[Opening PROVIDED RECORDS section]
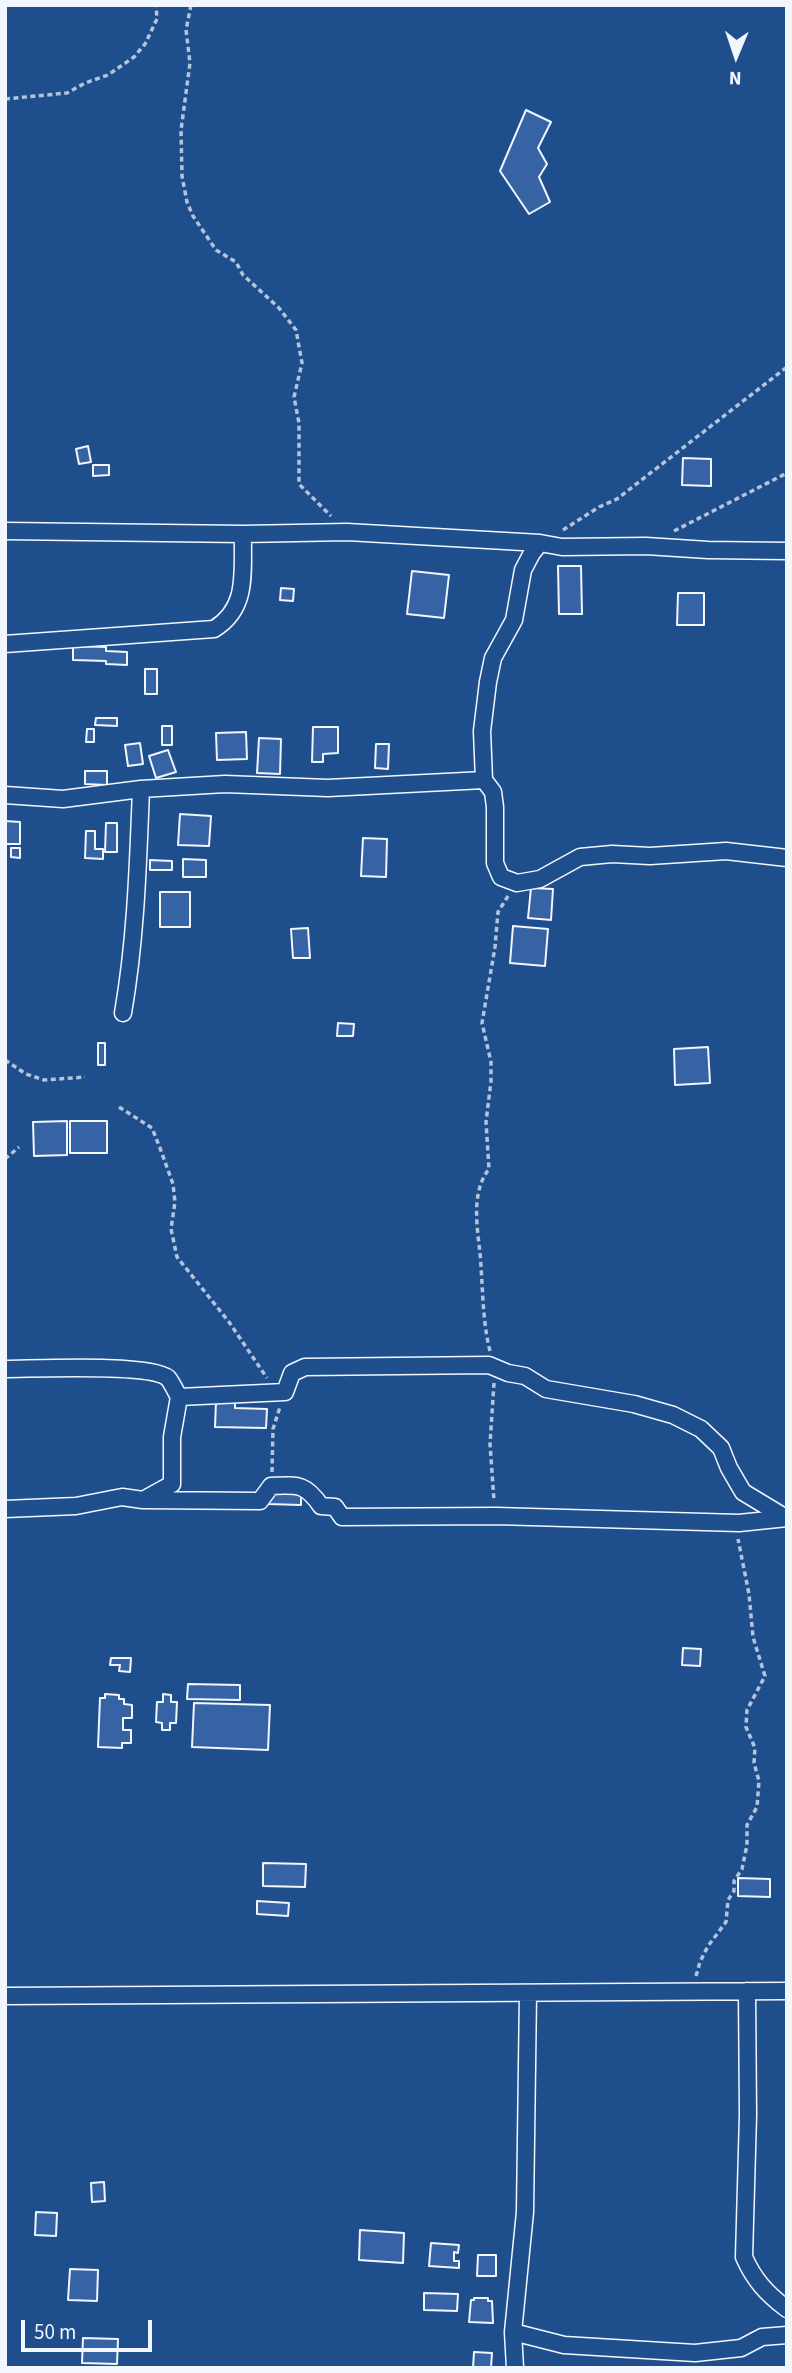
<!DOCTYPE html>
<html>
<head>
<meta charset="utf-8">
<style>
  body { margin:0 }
  #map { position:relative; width:792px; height:2373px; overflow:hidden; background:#1f4e8c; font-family:"Source Sans 3",sans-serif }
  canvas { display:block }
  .frame { position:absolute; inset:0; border:7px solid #f2f6ff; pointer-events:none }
  .north { position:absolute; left:701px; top:21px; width:70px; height:70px; -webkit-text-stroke:5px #1f4e8c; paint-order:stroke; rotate:182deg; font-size:19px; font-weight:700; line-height:28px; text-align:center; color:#f2f6ff }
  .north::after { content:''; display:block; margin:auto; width:24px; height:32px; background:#f2f6ff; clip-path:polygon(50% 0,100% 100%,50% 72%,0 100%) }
  .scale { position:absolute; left:21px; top:2320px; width:131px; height:32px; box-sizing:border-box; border:4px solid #f2f6ff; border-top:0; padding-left:9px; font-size:21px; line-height:24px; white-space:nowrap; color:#f2f6ff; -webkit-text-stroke:5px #1f4e8c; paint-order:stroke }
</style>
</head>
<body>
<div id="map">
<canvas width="792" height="2373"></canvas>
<div class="frame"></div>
<div class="north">N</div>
<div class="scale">50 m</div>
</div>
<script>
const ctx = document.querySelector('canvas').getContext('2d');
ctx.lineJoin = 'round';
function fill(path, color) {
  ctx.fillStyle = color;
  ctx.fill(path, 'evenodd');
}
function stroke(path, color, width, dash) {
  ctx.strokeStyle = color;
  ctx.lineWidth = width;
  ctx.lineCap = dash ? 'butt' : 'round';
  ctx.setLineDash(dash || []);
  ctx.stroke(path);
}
const building = new Path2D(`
  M526 110 551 122 538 148 547 164 539 177 550 202 529 214 500 171Z
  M88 446 91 462 79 464 76 449Z
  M683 458 711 459V486L682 485Z
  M93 465H109V475L93 476Z
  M558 566H581L582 614H559Z
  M412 571 449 575 444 618 407 614Z
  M281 588 294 589 293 601 280 600Z
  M678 593H704V625H677Z
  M73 646 106 647V651L127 652V665L106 664V661L73 660Z
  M145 669H157V694H145Z
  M96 718H117V726L95 725Z
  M162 726H172V745H162Z
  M313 727H338V753L323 754V762H312Z
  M87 729H94V742H86Z
  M246 732 247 759 217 760 216 733Z
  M259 738 281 739 280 774 257 773Z
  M140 743 143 764 128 766 125 745Z
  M376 744H389L388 769 375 768Z
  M168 750 176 772 156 778 149 756Z
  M85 771H107V785L85 784Z
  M180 814 211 816 209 846 178 845Z
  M5 821 20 822V844H5Z
  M106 823H117V852H105Z
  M86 831H95V849H103V859L85 858Z
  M363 838 387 839 386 877 361 876Z
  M11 848H20V858L11 857Z
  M183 859 206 860V877H183Z
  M150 860 172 861V870H150Z
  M531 888 553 889 551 920 528 918Z
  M160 892H190V927H160Z
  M513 926 548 929 545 966 510 963Z
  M308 928 310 958H293L291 929Z
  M338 1023 354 1024 353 1036H337Z
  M98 1043H105V1065H98Z
  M708 1047 710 1083 675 1085 674 1049Z
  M67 1121V1155L34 1156 33 1122Z
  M70 1121H107V1153H70Z
  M216 1401H235V1408L267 1409 266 1428 215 1427Z
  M268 1493 301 1494V1505L268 1504Z
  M683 1648 701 1649 700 1666 682 1665Z
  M111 1658H131L130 1672 119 1671 120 1665H110Z
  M188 1684 240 1685V1700L187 1699Z
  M105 1694 119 1695V1699H124V1704L132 1705V1718H123V1730H131V1743H122V1748L98 1747 100 1698H105Z
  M163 1694 171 1695V1702H177L176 1723H170V1730H162V1723L156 1722 157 1702H163Z
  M194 1703 270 1705 268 1750 192 1747Z
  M263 1863 306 1864 305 1887 263 1886Z
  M738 1878 770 1879V1897L738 1896Z
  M257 1901 289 1903 288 1916 257 1914Z
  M104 2182 105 2201 92 2202 91 2183Z
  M36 2212 57 2213 56 2236 35 2235Z
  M360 2230 404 2233 403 2263 359 2260Z
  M431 2243 459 2245 458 2253 454 2252V2261H459V2268L429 2266Z
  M478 2255H496V2276H477Z
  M70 2269 98 2270 97 2301 68 2300Z
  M424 2293 458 2294 457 2311 424 2310Z
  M474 2298H488V2301H492L493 2323 469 2322 471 2300H474Z
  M83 2338 118 2339 117 2364 82 2363Z
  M474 2352 492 2353 491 2368H473Z`);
fill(building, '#3563a3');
stroke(building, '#f2f6ff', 2);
const minor = new Path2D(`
  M5 531 243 534 347 532 540 543 562 547 646 546 708 550 787 551
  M540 543 532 553 523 570 514 620 493 658 488 682 482 731 484 780 493 792 495 807V863L501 877 517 883 540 879 580 857 612 854 650 856 726 851 787 858
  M5 644 214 629C249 608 242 571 243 534
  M5 795 63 799 141 789 225 784 328 788 484 780
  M123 1013C136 938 138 864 141 789
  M5 1369C34 1369 150 1363 168 1378 172 1383 176 1392 179 1397L285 1392 292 1373 305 1367 489 1365 508 1373 525 1376 546 1389 634 1404 673 1415 701 1429 721 1448 729 1468 743 1492 786 1518
  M143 1500 260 1501 271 1486C298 1485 305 1483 321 1506L335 1507 342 1517 496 1516 739 1523 787 1518
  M5 1509 76 1506 122 1497 143 1500 172 1484V1437L179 1397
  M747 1991 748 2115 744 2257C754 2280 767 2294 787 2309
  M5 1996 787 1991
  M513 2332 564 2345 695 2353 741 2348 762 2337 787 2335
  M515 2368 513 2332 525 2212 528 1993`);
stroke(minor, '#f2f6ff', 19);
stroke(new Path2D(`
  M191 5 186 30 190 63 181 130 182 176 187 202 193 216 216 250 236 262 243 275 279 308 296 330 302 363 294 397 299 423V484L331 516
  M5 99 67 93 85 83 108 75 134 57 145 44 157 19 156 5
  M563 530 599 507 617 499 787 367
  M674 531 787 473
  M5 1060 26 1074 44 1080 85 1077
  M119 1107 152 1128 160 1148 173 1184 175 1202 171 1229 177 1257 229 1322 267 1378
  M5 1159 19 1147
  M490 1351C482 1319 483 1287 480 1253 477 1226 471 1192 489 1169L486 1122 491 1081V1062L482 1023 495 947 498 912 508 896
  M494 1383 490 1444 494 1501
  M272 1472 273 1429 280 1407
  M696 1976 700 1962 708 1946 726 1922 728 1900 734 1891V1881L742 1869 747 1845V1825L757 1807 759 1781 754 1763 755 1748 746 1727 747 1710 765 1676 753 1637 749 1594 738 1539`), '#b3c4dc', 3.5, [5, 3.5]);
stroke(minor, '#1f4e8c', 16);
</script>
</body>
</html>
[Closing PROVIDED RECORDS section]
- [WHAT YOU ARE ASKED TO DO]:
Give back exactly the lines from the top of the records to the line containing "position:absolute; left:701px; top:21px;", both included, and no pictures.

- [RESPONSE]:
<!DOCTYPE html>
<html>
<head>
<meta charset="utf-8">
<style>
  body { margin:0 }
  #map { position:relative; width:792px; height:2373px; overflow:hidden; background:#1f4e8c; font-family:"Source Sans 3",sans-serif }
  canvas { display:block }
  .frame { position:absolute; inset:0; border:7px solid #f2f6ff; pointer-events:none }
  .north { position:absolute; left:701px; top:21px; width:70px; height:70px; -webkit-text-stroke:5px #1f4e8c; paint-order:stroke; rotate:182deg; font-size:19px; font-weight:700; line-height:28px; text-align:center; color:#f2f6ff }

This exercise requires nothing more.